### TASK TO COMPLETE
Please report each line in the material below that includes "heart".

*** Begin section ***

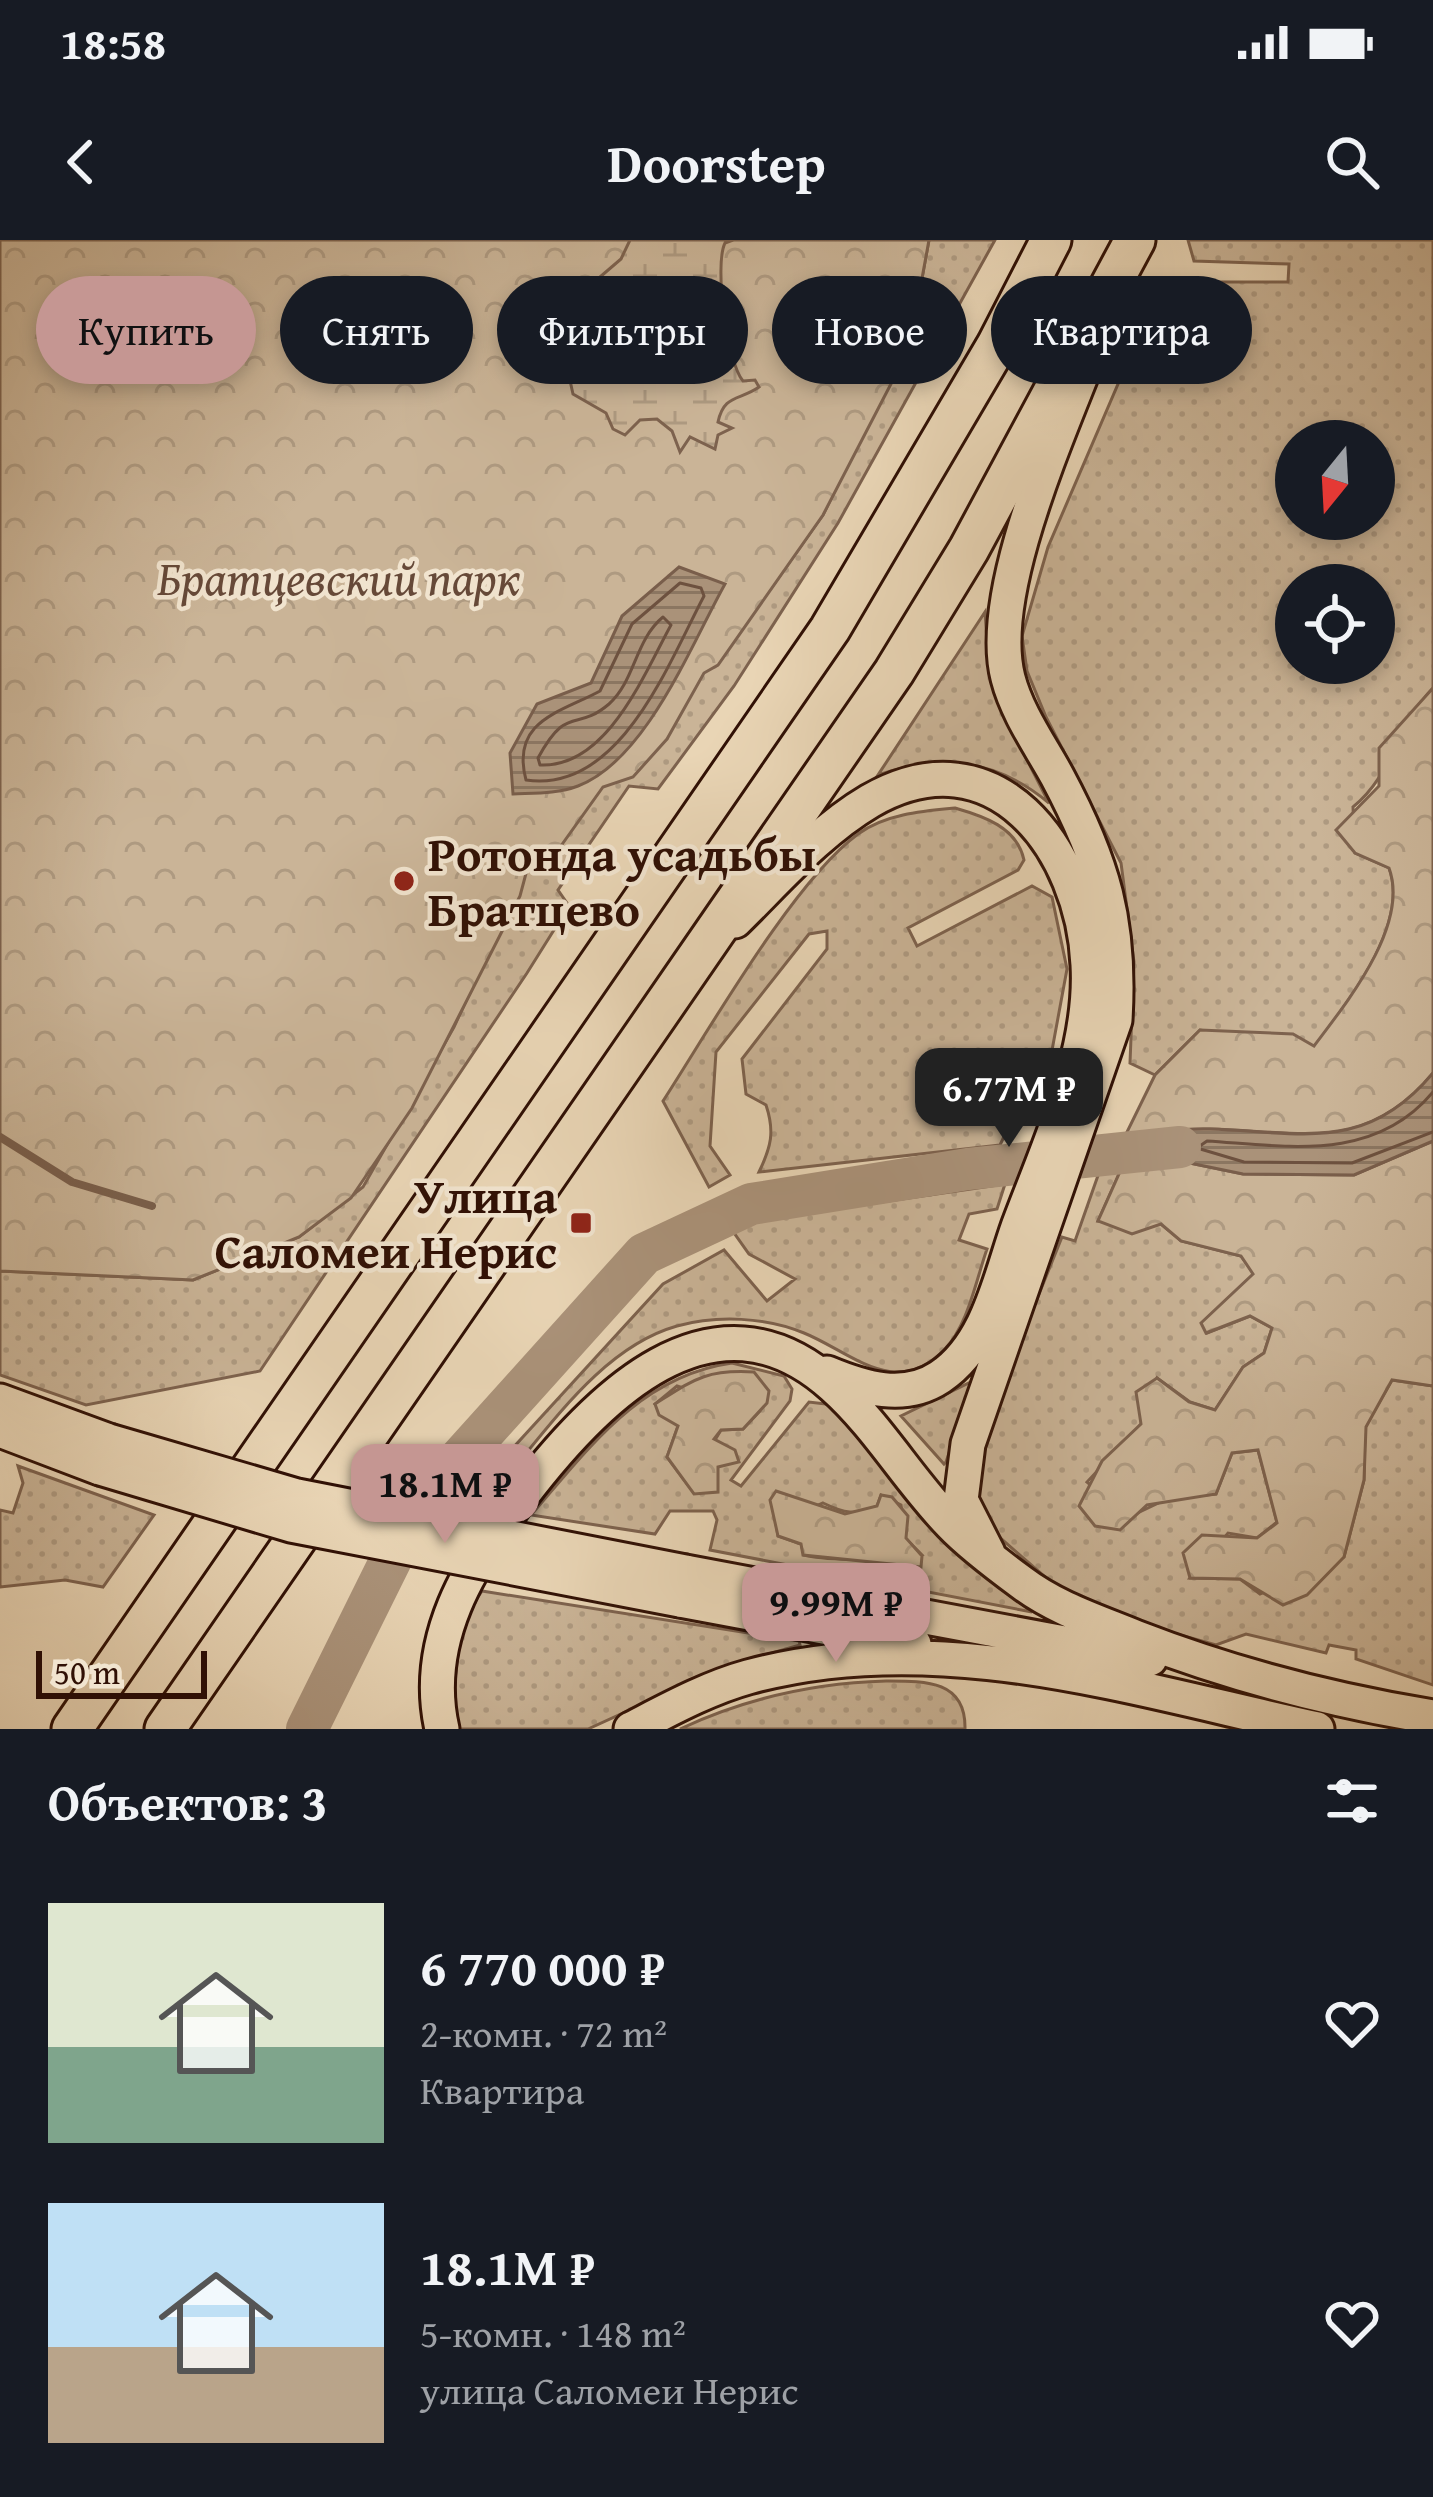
<!DOCTYPE html>
<html lang="ru">
<meta charset="utf-8">
<style>
body{margin:0;font-family:"Gentium Book Plus",serif;background:#242831;color:#f1f3f6;height:100vh;display:flex;flex-direction:column;font-size:45px;white-space:nowrap}
*{box-sizing:border-box;margin:0}
p{font-size:39px;color:#9ea1a6}
.icon{flex:none;width:66px;height:66px;fill:none;stroke:currentColor;stroke-width:2;stroke-linecap:round;stroke-linejoin:round}
.map{position:relative;height:1489px;overflow:hidden}
.side{display:flex;flex-direction:column;background:#171b24;flex:1}
.side>*{flex:none}
.banner{position:absolute;left:36px;top:36px;width:1362px;height:108px;display:flex;gap:24px}
.needle{width:78px;rotate:198deg}
.tools{position:absolute;left:1275px;top:180px;display:grid;gap:24px}
.tools a{display:grid;place-items:center;width:120px;height:120px;border-radius:50%;background:#171b24;box-shadow:0 6px 18px #0003;font-size:60px}
.scale{position:absolute;left:36px;bottom:30px;width:171px;box-sizing:border-box;padding-left:12px;border:6px solid #301005;border-top:0;font-size:33px;line-height:42px;white-space:nowrap;color:#301005;-webkit-text-stroke:9px #f1e4cf;paint-order:stroke}
.price{position:absolute;translate:-50% -102px;padding:0 27px;border-radius:24px;background:#c59692;color:#111;font-size:39px;line-height:78px;filter:drop-shadow(0 3px 6px #0008)}
.price::after{content:'';position:absolute;left:50%;top:72px;width:36px;height:27px;margin-left:-18px;background:inherit;clip-path:polygon(0 0,100% 0,50% 100%)}
.price.on{background:#222;color:#fff}
ul{padding:0;list-style:none}
li{display:flex;align-items:center;gap:36px;height:300px;padding:0 48px}
li span{display:grid;place-items:center;flex:none;width:336px;height:240px;border-radius:0px;color:#555}
li>.icon{margin-inline-start:auto}
span .icon{width:144px;height:144px;fill:#fffc;stroke-width:1}
li b{font-size:51px}
h2{display:flex;justify-content:space-between;align-items:center;height:144px;padding:0 48px;font-size:51px}
.chip{padding:0 42px;border-radius:54px;background:#171b24;box-shadow:0 6px 18px #0003;font-size:42px;line-height:108px}
.chip.on{background:#c59692;color:#111}
.status{display:flex;justify-content:space-between;align-items:center;height:84px;padding:0 60px;background:#171b24;direction:ltr}
.status svg{height:33px;fill:currentColor}
header{display:flex;justify-content:space-between;align-items:center;height:156px;padding:0 48px;background:#171b24;font-size:54px;font-weight:700}
.map>svg:first-child{display:block}
.grass{fill:url(#grass-dots);stroke:#7d624e;stroke-width:3;fill-rule:evenodd}
.forest{fill:url(#forest-crowns);stroke:#7d624e;stroke-width:3}
.wetland{fill:url(#wetland-marsh);stroke:#7d624e;stroke-width:3}
.water{fill:url(#water-rules);stroke:#795e4b;stroke-width:3}
.lines{fill:none;stroke-linecap:round;stroke-linejoin:round}
.shore{stroke:#6d513f;stroke-width:3}
.stream{stroke:#795e4b;stroke-width:8}
.river{stroke:#aa9279;stroke-width:42}
.major-casing{stroke:#301005;stroke-width:39}
.highway-casing{stroke:#301005;stroke-width:45}
.major{stroke:#e9d5b5;stroke-width:33}
.highway{stroke:#e9d5b5;stroke-width:39}
.major-bridge-casing{stroke:#301005;stroke-width:39;stroke-linecap:butt}
.major-bridge{stroke:#e9d5b5;stroke-width:33}
.poi-dot{fill:#8f2418;stroke:#f1e4cf;stroke-width:4.5}
.labels{text-anchor:middle;dominant-baseline:central;stroke-width:9;stroke-linejoin:round;paint-order:stroke}
.park-label{font-size:48px;font-style:italic;fill:#664938;stroke:#f1e4cf}
.poi-label{font-size:48px;font-weight:bold;fill:#301005;stroke:#f1e4cf;text-anchor:start}
</style>
<div class="status"><b>18:58</b><svg viewBox="0 0 49 12"><path d="M0 12V9h3v3zM5 12V6h3v6zM10 12V3h3v9zM15 12V0h3v12zM26 1h20v11H26zM47 4h2v5h-2z"/></svg></div>
<header><svg class="icon" aria-label="back" viewBox="0 0 24 24"><path d="M15 5l-7 7 7 7"/></svg>Doorstep<svg class="icon" aria-label="search" viewBox="0 0 24 24"><circle cx="10" cy="10" r="6"/><path d="M15 15l6 6"/></svg></header>
<div class="map">
<svg width="1433" height="1489" viewBox="0 0 1433 1489">
<defs>
<pattern id="grass-dots" width="8" height="8" patternUnits="userSpaceOnUse" patternTransform="scale(3)"><rect width="8" height="8" fill="#cab497"/><path d="M2 2h.1M6 6h.1" fill="none" stroke="#ae9a81" stroke-width="1.8" stroke-linecap="round"/></pattern>
<pattern id="forest-crowns" width="20" height="18" patternUnits="userSpaceOnUse" patternTransform="scale(3)"><rect width="20" height="18" fill="#cab497"/><path d="M2 6a3 3 0 1 1 6 0M12 15a3 3 0 1 1 6 0" fill="none" stroke="#ae9a81"/></pattern>
<pattern id="wetland-marsh" width="20" height="14" patternUnits="userSpaceOnUse" patternTransform="scale(3)"><rect width="20" height="14" fill="#cab497"/><path d="M1 5h8M5 5V1M11 12h8M15 12V8" fill="none" stroke="#ae9a81"/></pattern>
<pattern id="water-rules" width="6" height="5" patternUnits="userSpaceOnUse" patternTransform="scale(3)"><rect width="6" height="5" fill="#aa9279"/><path d="M0 2.5h6" fill="none" stroke="#8b7661"/></pattern>
</defs>
<rect width="100%" height="100%" fill="#e9d5b5"/>
<filter id="stains"><feTurbulence type="fractalNoise" baseFrequency=".00167" numOctaves="4"/><feColorMatrix values="0 0 0 0 .2 0 0 0 0 .09 0 0 0 0 .02 0 0 0 .5 -.17"/></filter>
<radialGradient id="worn" r=".72"><stop offset=".6" stop-color="#630" stop-opacity="0"/><stop offset="1" stop-color="#630" stop-opacity=".3"/></radialGradient>
<!-- grass -->
<path class="grass" d="M 929,0 L 995,0 L 838,283 L 734,446 L 658,549 L 629,546 L 558,650 L 569,666 L 527,733 L 260,1131 L 86,1165 L 0,1135 L 0,1031 L 193,1040 L 299,997 L 363,947 L 454,787 L 529,625 L 771,348 L 823,275 L 912,93 Z
M 1188,0 L 1433,0 L 1433,448 C 1398,484 1393,535 1353,567 L 1355,613 L 1389,628 C 1410,685 1347,763 1314,807 L 1200,790 L 1155,835 L 1130,823 L 1134,722 L 1121,623 L 1046,477 L 1027,431 L 1022,396 L 1048,307 L 1152,65 L 1182,42 L 1288,42 L 1289,24 L 1194,21 ZM 1296,201 L 1374,201 L 1374,279 L 1296,279 ZM 1296,345 L 1374,345 L 1374,423 L 1296,423 Z
M 985,372 L 989,431 L 1001,469 L 1049,563 C 996,519 942,513 878,535 Z
M 955,568 C 983,576 1017,587 1024,620 L 1018,630 L 908,688 L 917,706 L 1032,646 L 1052,657 L 1067,729 L 1048,832 L 1014,832 L 1012,880 L 1000,905 L 759,932 C 771,907 775,892 766,865 L 746,854 L 742,819 L 827,709 L 827,691 L 809,694 L 716,812 L 710,906 L 730,935 L 709,947 L 663,861 C 709,790 793,642 858,594 C 885,574 923,571 955,568 Z
M 1123,925 L 1098,981 L 1161,984 L 1181,1001 L 1241,1016 L 1254,1034 L 1202,1083 L 1207,1093 L 1250,1076 L 1272,1088 L 1264,1113 L 1243,1127 L 1215,1170 L 1190,1162 L 1157,1138 L 1141,1184 L 1087,1242 L 1129,1277 L 1169,1258 L 1216,1254 L 1232,1213 L 1258,1210 L 1277,1282 L 1257,1298 L 1228,1293 L 1190,1338 L 1240,1339 L 1260,1354 L 1344,1317 L 1364,1240 L 1365,1187 L 1392,1140 L 1433,1146 L 1433,1445 L 1356,1419 L 1356,1410 L 1329,1405 L 1326,1413 L 1246,1394 L 1216,1405 L 1109,1375 L 1052,1343 L 990,1289 L 976,1265 L 985,1188 L 1062,997 L 1075,1001 L 1101,927 Z
M 1005,944 L 997,969 L 969,974 L 959,1000 L 987,1009 C 976,1040 968,1086 944,1110 C 895,1160 851,1112 804,1093 C 766,1077 717,1075 677,1086 C 599,1108 546,1193 495,1250 L 479,1245 L 663,1044 L 724,1010 L 767,1061 L 795,1039 L 749,1014 L 732,990 L 765,979 Z
M 732,1123 L 784,1136 L 792,1149 L 790,1161 L 731,1240 L 741,1246 L 809,1162 L 834,1165 L 986,1336 L 1032,1372 L 710,1310 L 717,1280 L 713,1271 L 670,1271 L 655,1294 L 531,1275 C 589,1208 640,1136 732,1123 ZM 677,1146 L 759,1172 L 743,1189 L 721,1190 L 688,1245 L 667,1217 L 678,1186 L 655,1164 ZM 881,1255 L 901,1265 L 905,1298 L 922,1315 L 897,1325 C 882,1317 828,1322 804,1315 L 801,1304 L 778,1296 L 776,1284 L 823,1263 C 844,1273 855,1276 877,1266 Z
M 973,1141 L 946,1222 L 944,1224 L 901,1176 Z
M 18,1226 L 154,1275 L 103,1347 L 65,1340 L 0,1347 L 0,1270 L 13,1273 L 23,1243 Z
M 482,1351 L 799,1401 L 800,1405 L 726,1426 L 588,1489 L 458,1489 C 450,1447 457,1386 482,1351 Z
M 886,1441 C 925,1441 966,1440 965,1489 L 680,1489 C 746,1458 813,1443 886,1441 Z"/>
<!-- forest -->
<path class="forest" d="M 0,0 L 929,0 L 912,93 L 894,138 L 823,275 L 718,425 L 704,433 L 667,499 L 633,537 L 603,547 L 543,631 L 528,626 L 520,656 L 412,868 L 351,958 L 299,997 L 193,1040 L 0,1031 Z
M 1433,448 L 1433,833 C 1366,914 1301,891 1210,889 C 1183,888 1154,892 1126,894 L 1155,835 L 1200,790 L 1293,794 L 1314,806 C 1347,762 1410,685 1389,628 L 1355,613 L 1336,590 L 1379,546 L 1379,508 Z
M 1433,901 L 1433,1146 L 1392,1140 L 1366,1187 L 1364,1240 L 1344,1317 L 1307,1355 L 1283,1365 L 1240,1339 L 1190,1338 L 1183,1313 L 1202,1295 L 1257,1298 L 1277,1283 L 1258,1210 L 1232,1213 L 1216,1254 L 1147,1265 L 1120,1290 L 1095,1286 L 1079,1266 L 1102,1221 L 1141,1184 L 1136,1152 L 1157,1138 L 1189,1162 L 1215,1170 L 1243,1127 L 1264,1113 L 1272,1088 L 1250,1076 L 1206,1093 L 1201,1083 L 1253,1034 L 1241,1016 L 1181,1001 L 1161,984 L 1132,994 L 1098,981 L 1123,925 L 1180,921 L 1243,934 L 1354,935 Z
M 754,1132 L 769,1151 L 767,1163 L 743,1189 L 721,1190 L 714,1199 L 735,1210 L 739,1222 L 718,1227 L 718,1252 L 694,1254 L 667,1217 L 678,1186 L 659,1175 L 655,1164 C 693,1140 706,1129 754,1132 Z
M 776,1251 L 845,1274 L 877,1266 L 881,1255 L 892,1257 L 908,1276 L 906,1298 L 922,1316 L 921,1327 L 803,1315 L 801,1304 L 778,1296 L 770,1260 Z"/>
<!-- wetland -->
<path class="wetland" d="M 630,0 L 733,0 L 725,3 C 714,25 727,123 743,141 L 755,140 L 759,147 C 739,161 724,154 718,182 L 732,188 L 718,195 L 715,209 L 690,197 L 680,212 L 672,191 L 657,179 L 640,180 L 625,195 L 613,189 L 606,173 L 573,154 L 567,127 L 552,118 L 553,105 L 576,121 C 595,101 594,70 593,43 L 621,19 Z"/>
<!-- water -->
<path class="water" d="M 679,327 L 725,344 C 691,405 646,520 578,546 C 557,554 535,553 513,554 L 510,513 L 537,464 L 591,443 L 622,376 Z
M 1433,833 L 1433,901 L 1354,935 L 1243,934 L 1180,921 L 1123,925 L 1126,894 C 1154,892 1183,888 1210,889 C 1301,892 1366,914 1433,833 Z"/>
<g class="lines">
<!-- shore -->
<path class="shore" d="M 680,343 L 701,348 L 704,356 C 669,422 620,554 526,540 C 510,480 562,472 600,451 L 632,384 Z
M 663,377 L 671,385 C 644,434 607,528 540,525 L 538,518 C 568,463 575,493 609,464 C 635,441 635,400 663,377 Z
M 1433,852 C 1374,923 1287,906 1207,901 L 1197,908 L 1244,922 L 1352,923 L 1433,892"/>
<!-- stream -->
<path class="stream" d="M 0,897 L 72,942 L 152,966"/>
<!-- river -->
<path class="river" d="M 307,1489 L 418,1265 L 644,1014 L 751,964 L 968,929 L 1180,907"/>
<defs>
<path id="major" d="M 735,681 C 777,640 819,591 870,561 C 995,489 1083,610 1088,725 C 1093,813 1048,906 1018,987 C 1000,1038 988,1105 940,1137 C 904,1161 863,1148 827,1133
M 0,1161 L 109,1201
M 0,1190 L 100,1228
M 988,1313 L 961,1260 L 968,1204 L 1115,780 C 1121,682 1103,622 1057,536 C 1040,505 1017,473 1008,438 C 986,354 1059,194 1090,113
M 685,1332 L 1150,1419
M 680,1360 L 914,1404
M 442,1489 C 422,1401 469,1325 521,1257 C 594,1161 712,1037 833,1146 C 878,1186 909,1241 951,1284 C 970,1304 998,1325 1021,1342 C 1055,1368 1096,1381 1135,1397 C 1233,1435 1329,1460 1433,1477
M 631,1489 C 668,1470 708,1448 748,1437 C 937,1385 1132,1449 1317,1489"/>
<path id="highway" d="M 72,1489 L 830,389 L 997,105 L 1051,0
M 165,1489 L 894,432 L 969,309 L 1135,0"/>
</defs>
<!-- major casing -->
<use href="#major" class="major-casing"/>
<!-- highway casing -->
<use href="#highway" class="highway-casing"/>
<!-- major -->
<use href="#major" class="major"/>
<!-- highway -->
<use href="#highway" class="highway"/>
<defs>
<path id="major-bridge" d="M 109,1201 L 297,1256 L 685,1332
M 100,1228 L 291,1285 L 680,1360"/>
</defs>
<!-- major-bridge casing -->
<use href="#major-bridge" class="major-bridge-casing"/>
<!-- major-bridge -->
<use href="#major-bridge" class="major-bridge"/>
</g>
<!-- markers -->
<g class="poi-dot">
<circle cx="404" cy="641" r="12"/>
<rect x="569" y="971" width="24" height="24" rx="6"/>
</g>
<g class="labels">
<!-- park labels -->
<g class="park-label">
<text x="339" y="337">Братцевский парк</text>
</g>
<!-- poi labels -->
<g class="poi-label">
<text x="428" y="613">Ротонда усадьбы<tspan x="428" dy="55">Братцево</tspan></text>
<text x="557" y="955" text-anchor="end">Улица<tspan x="557" dy="55">Саломеи Нерис</tspan></text>
</g>
</g>
<rect width="100%" height="100%" filter="url(#stains)"/>
<rect width="100%" height="100%" fill="url(#worn)"/>
</svg>
<div class="tools">
<a><svg class="needle" viewBox="-14 -14 28 28"><path d="M0-13l5 13h-10z" fill="#e53935"/><path d="M0 13l5-13h-10z" fill="#9ea1a6"/></svg></a>
<a><svg class="icon" aria-label="locate" viewBox="0 0 24 24"><circle cx="12" cy="12" r="6"/><path d="M12 2v4M12 18v4M2 12h4M18 12h4"/></svg></a>
</div>
<div class="scale">50 m</div>
<b class="price on" style="left:1009px;top:910px">6.77M ₽</b>
<b class="price" style="left:445px;top:1306px">18.1M ₽</b>
<b class="price" style="left:836px;top:1425px">9.99M ₽</b>
<div class="banner">
<a class="chip on">Купить</a>
<a class="chip">Снять</a>
<a class="chip">Фильтры</a>
<a class="chip">Новое</a>
<a class="chip">Квартира</a>
</div>
</div>
<section class="side">
<h2>Объектов: 3<svg class="icon" aria-label="filters" viewBox="0 0 24 24"><path d="M4 7h16M4 17h16"/><circle cx="9" cy="7" r="2"/><circle cx="15" cy="17" r="2"/></svg></h2>
<ul>
<li><span style="background:linear-gradient(#dfe7d0 60%,#7fa58c 0)"><svg class="icon" aria-label="home" viewBox="0 0 24 24"><path d="M3 11l9-7 9 7M6 9v11h12V9"/></svg></span><div><b>6 770 000 ₽</b><p>2-комн. · 72 m²</p><p>Квартира</p></div><svg class="icon" aria-label="heart" viewBox="0 0 24 24"><path d="M12 20l-8-8c-3-5 5-10 8-4 3-6 11-1 8 4z"/></svg></li>
<li><span style="background:linear-gradient(#bfe0f5 60%,#b9a48a 0)"><svg class="icon" aria-label="home" viewBox="0 0 24 24"><path d="M3 11l9-7 9 7M6 9v11h12V9"/></svg></span><div><b>18.1M ₽</b><p>5-комн. · 148 m²</p><p>улица Саломеи Нерис</p></div><svg class="icon" aria-label="heart" viewBox="0 0 24 24"><path d="M12 20l-8-8c-3-5 5-10 8-4 3-6 11-1 8 4z"/></svg></li>
</ul>
</section>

*** End section ***

### OUTPUT OF THE EXERCISE
<li><span style="background:linear-gradient(#dfe7d0 60%,#7fa58c 0)"><svg class="icon" aria-label="home" viewBox="0 0 24 24"><path d="M3 11l9-7 9 7M6 9v11h12V9"/></svg></span><div><b>6 770 000 ₽</b><p>2-комн. · 72 m²</p><p>Квартира</p></div><svg class="icon" aria-label="heart" viewBox="0 0 24 24"><path d="M12 20l-8-8c-3-5 5-10 8-4 3-6 11-1 8 4z"/></svg></li>
<li><span style="background:linear-gradient(#bfe0f5 60%,#b9a48a 0)"><svg class="icon" aria-label="home" viewBox="0 0 24 24"><path d="M3 11l9-7 9 7M6 9v11h12V9"/></svg></span><div><b>18.1M ₽</b><p>5-комн. · 148 m²</p><p>улица Саломеи Нерис</p></div><svg class="icon" aria-label="heart" viewBox="0 0 24 24"><path d="M12 20l-8-8c-3-5 5-10 8-4 3-6 11-1 8 4z"/></svg></li>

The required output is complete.